§ Records supplied:
::::::::
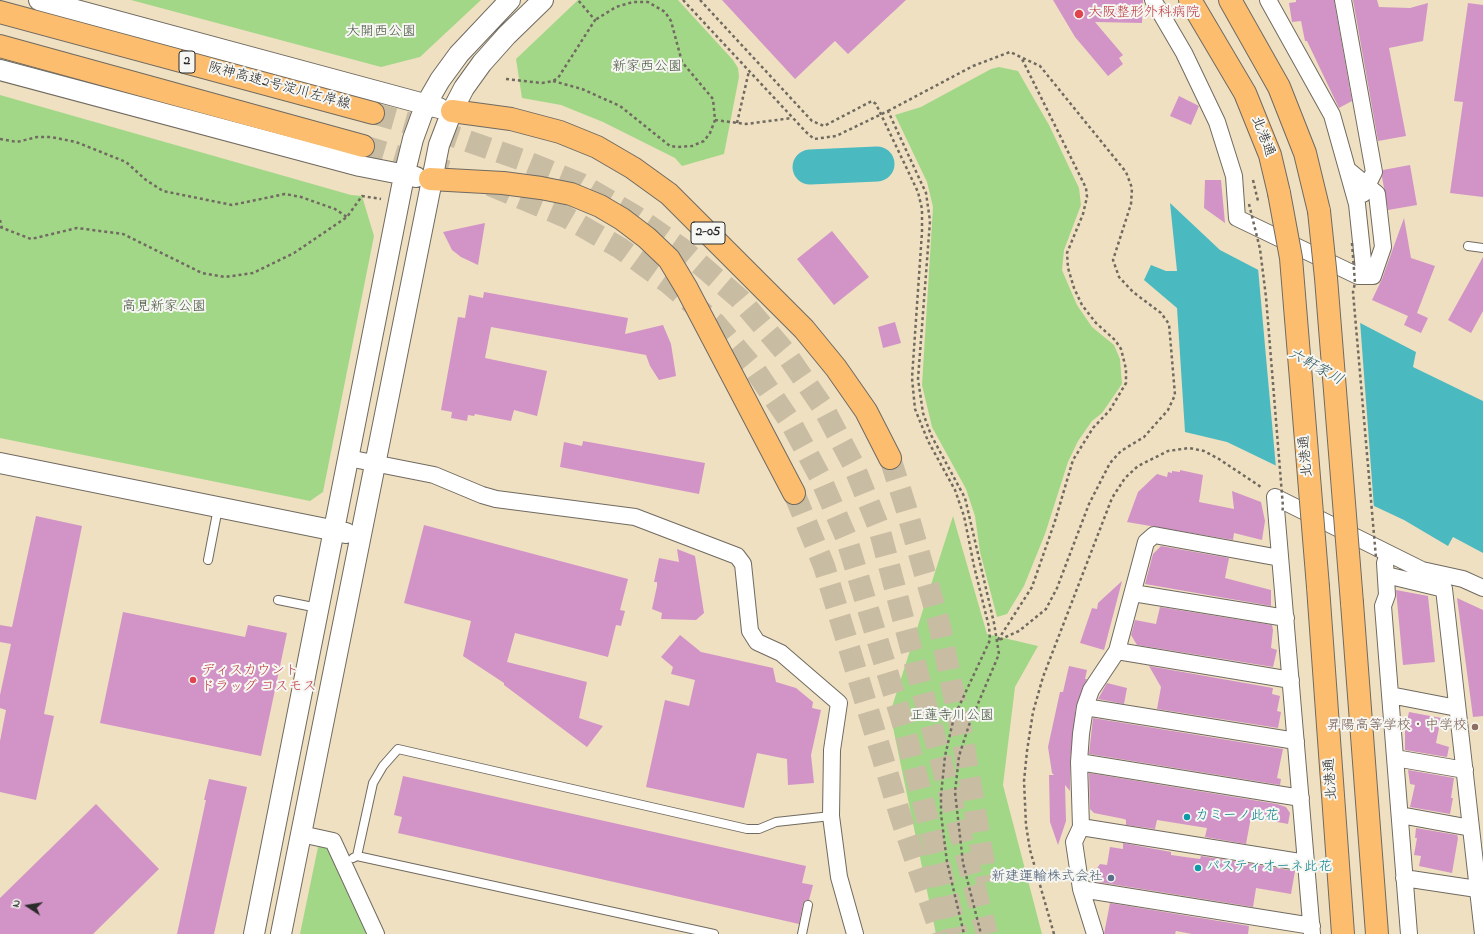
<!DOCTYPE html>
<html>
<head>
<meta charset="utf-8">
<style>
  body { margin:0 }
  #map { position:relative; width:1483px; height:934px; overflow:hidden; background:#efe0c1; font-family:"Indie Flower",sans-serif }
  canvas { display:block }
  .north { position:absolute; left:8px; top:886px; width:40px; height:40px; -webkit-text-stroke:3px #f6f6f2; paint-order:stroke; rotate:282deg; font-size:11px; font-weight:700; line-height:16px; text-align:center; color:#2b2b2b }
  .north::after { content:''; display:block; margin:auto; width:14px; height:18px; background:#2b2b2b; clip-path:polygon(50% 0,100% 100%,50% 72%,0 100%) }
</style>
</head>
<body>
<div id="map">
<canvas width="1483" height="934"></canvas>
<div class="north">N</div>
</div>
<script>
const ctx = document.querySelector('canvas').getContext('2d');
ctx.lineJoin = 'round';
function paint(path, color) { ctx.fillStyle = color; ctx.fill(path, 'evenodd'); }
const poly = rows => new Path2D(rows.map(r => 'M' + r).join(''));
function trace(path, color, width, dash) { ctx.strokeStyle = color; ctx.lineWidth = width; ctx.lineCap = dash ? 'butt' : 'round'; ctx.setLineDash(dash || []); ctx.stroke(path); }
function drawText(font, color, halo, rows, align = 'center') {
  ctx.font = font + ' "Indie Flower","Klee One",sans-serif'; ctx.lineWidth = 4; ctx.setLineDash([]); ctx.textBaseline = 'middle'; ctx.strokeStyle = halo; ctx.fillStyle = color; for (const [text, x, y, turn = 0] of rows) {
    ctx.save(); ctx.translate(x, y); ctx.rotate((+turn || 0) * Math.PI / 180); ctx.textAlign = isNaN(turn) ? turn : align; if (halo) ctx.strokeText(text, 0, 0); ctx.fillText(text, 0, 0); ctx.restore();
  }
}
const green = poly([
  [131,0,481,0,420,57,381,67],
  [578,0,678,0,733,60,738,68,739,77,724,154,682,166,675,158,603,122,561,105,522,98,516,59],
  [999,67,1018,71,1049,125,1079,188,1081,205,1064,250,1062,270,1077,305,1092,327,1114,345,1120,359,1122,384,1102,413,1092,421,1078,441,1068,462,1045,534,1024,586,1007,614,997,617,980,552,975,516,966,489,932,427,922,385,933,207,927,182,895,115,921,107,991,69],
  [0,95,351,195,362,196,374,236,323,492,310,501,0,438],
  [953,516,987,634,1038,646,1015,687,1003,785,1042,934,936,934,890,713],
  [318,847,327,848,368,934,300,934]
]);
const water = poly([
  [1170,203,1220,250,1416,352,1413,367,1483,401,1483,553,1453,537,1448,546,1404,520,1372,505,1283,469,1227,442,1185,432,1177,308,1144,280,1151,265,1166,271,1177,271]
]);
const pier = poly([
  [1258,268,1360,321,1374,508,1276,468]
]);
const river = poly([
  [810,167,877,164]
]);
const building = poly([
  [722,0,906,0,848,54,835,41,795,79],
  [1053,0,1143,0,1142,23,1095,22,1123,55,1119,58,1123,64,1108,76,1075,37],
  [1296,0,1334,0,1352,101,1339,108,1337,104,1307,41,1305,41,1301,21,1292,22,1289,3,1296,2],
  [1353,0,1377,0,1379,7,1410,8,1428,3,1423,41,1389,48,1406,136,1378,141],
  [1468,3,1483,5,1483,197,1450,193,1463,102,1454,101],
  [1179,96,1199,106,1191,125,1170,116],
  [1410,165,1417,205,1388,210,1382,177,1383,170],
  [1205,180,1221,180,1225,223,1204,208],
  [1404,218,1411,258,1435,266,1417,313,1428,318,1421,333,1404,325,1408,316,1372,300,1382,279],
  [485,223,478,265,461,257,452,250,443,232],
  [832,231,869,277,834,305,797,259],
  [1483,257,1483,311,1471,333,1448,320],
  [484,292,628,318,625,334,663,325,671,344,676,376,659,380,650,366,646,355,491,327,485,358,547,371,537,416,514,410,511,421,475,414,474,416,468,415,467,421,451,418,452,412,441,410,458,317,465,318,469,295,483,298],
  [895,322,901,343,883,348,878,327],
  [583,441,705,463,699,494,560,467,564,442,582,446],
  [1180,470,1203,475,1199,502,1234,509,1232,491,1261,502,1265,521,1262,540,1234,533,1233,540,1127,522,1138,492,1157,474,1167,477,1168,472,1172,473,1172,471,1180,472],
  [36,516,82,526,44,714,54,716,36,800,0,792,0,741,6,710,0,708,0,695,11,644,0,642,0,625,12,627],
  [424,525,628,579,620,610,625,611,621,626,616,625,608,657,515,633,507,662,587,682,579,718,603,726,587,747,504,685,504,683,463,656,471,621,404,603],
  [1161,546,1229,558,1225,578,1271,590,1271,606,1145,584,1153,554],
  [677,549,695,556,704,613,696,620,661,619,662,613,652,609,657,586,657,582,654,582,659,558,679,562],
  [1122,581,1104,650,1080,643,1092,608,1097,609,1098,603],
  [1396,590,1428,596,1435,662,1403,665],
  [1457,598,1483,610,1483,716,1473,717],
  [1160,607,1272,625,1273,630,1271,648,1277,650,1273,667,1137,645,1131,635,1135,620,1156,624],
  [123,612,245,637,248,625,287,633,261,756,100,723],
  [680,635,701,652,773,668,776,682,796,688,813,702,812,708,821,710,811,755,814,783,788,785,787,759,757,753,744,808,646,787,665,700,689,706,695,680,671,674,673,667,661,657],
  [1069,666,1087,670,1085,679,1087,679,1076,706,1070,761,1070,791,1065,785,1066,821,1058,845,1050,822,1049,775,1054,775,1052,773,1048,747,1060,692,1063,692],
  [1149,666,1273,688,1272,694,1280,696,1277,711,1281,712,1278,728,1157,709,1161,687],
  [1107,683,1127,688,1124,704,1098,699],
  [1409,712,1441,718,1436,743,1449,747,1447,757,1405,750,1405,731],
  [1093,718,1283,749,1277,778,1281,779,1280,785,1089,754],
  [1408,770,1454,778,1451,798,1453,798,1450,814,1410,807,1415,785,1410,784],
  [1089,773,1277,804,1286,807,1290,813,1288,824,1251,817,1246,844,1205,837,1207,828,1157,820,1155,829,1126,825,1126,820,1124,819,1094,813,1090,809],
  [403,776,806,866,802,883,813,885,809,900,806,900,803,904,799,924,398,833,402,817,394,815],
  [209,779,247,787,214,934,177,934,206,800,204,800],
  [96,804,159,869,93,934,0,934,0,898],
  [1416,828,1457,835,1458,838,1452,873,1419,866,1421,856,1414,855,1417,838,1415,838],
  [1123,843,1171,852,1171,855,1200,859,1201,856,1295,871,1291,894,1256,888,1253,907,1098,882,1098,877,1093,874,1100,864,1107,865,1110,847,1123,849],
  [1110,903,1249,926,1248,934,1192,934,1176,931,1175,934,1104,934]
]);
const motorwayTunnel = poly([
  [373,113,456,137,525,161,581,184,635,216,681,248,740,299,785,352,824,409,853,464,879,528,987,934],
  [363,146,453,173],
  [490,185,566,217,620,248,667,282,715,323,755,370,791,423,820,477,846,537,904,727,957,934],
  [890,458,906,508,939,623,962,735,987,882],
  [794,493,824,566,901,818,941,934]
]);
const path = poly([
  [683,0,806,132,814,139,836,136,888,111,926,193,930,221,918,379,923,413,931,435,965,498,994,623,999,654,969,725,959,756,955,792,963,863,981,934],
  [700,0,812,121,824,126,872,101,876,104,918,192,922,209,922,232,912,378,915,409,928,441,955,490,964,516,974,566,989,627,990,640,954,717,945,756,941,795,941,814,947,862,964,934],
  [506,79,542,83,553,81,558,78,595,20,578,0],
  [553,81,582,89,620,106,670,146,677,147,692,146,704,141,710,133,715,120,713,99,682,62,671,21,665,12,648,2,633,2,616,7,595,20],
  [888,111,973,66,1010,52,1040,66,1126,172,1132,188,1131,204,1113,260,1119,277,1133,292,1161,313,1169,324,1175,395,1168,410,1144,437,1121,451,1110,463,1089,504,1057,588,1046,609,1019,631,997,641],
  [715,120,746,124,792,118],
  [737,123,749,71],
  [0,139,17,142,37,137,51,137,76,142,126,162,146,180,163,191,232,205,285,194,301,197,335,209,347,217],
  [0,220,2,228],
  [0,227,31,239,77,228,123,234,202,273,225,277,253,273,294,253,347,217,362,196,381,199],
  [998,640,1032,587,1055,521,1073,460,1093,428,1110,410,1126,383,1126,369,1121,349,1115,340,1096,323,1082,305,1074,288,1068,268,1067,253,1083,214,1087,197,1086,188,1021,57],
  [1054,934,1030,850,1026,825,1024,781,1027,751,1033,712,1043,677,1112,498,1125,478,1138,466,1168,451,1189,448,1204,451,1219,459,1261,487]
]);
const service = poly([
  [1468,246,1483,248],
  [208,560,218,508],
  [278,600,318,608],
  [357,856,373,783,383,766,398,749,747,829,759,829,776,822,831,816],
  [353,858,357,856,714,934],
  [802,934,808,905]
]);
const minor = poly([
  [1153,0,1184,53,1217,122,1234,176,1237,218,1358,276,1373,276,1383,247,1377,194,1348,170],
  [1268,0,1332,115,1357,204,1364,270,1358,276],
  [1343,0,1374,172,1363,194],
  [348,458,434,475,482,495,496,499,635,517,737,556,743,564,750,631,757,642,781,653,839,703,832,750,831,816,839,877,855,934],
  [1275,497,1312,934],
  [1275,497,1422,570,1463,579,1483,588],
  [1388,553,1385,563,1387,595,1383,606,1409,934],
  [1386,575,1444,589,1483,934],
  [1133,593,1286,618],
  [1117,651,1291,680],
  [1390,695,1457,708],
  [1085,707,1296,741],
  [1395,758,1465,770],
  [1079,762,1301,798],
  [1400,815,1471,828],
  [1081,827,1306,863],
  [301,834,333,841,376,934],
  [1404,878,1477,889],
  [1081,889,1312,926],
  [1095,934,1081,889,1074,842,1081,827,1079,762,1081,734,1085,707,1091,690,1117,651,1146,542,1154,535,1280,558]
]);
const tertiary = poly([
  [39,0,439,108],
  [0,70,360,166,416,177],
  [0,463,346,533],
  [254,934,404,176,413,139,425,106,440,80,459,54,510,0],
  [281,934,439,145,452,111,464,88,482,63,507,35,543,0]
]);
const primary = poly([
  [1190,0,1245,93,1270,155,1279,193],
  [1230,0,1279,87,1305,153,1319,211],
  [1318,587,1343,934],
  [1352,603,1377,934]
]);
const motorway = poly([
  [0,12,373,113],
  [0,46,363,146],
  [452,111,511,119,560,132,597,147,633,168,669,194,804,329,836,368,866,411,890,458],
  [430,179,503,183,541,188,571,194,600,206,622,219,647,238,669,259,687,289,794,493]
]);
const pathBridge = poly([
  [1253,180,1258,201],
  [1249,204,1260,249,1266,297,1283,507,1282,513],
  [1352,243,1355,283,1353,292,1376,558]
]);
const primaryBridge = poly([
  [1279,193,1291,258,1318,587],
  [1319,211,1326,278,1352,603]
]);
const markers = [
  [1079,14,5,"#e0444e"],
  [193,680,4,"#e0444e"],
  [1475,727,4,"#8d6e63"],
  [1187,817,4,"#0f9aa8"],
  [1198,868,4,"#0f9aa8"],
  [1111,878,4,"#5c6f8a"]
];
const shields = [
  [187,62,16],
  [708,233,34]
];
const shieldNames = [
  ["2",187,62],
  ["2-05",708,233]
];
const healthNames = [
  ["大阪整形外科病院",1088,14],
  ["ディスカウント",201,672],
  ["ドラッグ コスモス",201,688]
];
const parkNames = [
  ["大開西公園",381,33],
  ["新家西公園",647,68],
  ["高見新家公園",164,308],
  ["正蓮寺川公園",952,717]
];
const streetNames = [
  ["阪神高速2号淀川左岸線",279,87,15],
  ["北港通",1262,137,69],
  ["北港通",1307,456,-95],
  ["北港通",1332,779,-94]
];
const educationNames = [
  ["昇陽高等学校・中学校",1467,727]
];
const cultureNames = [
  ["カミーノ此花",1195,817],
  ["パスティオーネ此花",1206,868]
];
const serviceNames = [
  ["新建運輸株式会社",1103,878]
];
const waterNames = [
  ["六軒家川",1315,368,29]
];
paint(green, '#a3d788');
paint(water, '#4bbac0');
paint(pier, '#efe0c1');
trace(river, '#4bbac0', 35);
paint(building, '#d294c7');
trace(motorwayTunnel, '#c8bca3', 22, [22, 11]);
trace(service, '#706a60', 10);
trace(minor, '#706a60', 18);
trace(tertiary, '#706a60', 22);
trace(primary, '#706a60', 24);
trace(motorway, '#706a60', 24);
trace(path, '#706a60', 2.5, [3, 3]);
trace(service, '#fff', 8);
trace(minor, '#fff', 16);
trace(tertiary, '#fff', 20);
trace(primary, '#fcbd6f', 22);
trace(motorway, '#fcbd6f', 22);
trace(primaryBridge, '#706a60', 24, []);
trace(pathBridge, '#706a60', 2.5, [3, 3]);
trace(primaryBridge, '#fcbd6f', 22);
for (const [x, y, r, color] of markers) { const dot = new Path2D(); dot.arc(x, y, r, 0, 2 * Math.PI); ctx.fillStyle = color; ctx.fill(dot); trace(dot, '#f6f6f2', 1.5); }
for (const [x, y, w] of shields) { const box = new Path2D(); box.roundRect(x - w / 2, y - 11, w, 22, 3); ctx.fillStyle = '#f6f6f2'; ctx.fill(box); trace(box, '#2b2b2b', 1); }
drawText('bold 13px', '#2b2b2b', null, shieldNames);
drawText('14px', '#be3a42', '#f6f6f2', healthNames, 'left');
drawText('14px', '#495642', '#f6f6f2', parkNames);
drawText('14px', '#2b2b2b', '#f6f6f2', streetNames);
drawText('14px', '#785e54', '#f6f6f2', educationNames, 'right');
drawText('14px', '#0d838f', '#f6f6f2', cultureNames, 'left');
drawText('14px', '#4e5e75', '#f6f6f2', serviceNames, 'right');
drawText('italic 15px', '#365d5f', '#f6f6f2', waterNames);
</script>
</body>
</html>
::::::::
§ Work required: Look over the records. Copy the lines that include the word "rotate".

§ Task response:
  .north { position:absolute; left:8px; top:886px; width:40px; height:40px; -webkit-text-stroke:3px #f6f6f2; paint-order:stroke; rotate:282deg; font-size:11px; font-weight:700; line-height:16px; text-align:center; color:#2b2b2b }
    ctx.save(); ctx.translate(x, y); ctx.rotate((+turn || 0) * Math.PI / 180); ctx.textAlign = isNaN(turn) ? turn : align; if (halo) ctx.strokeText(text, 0, 0); ctx.fillText(text, 0, 0); ctx.restore();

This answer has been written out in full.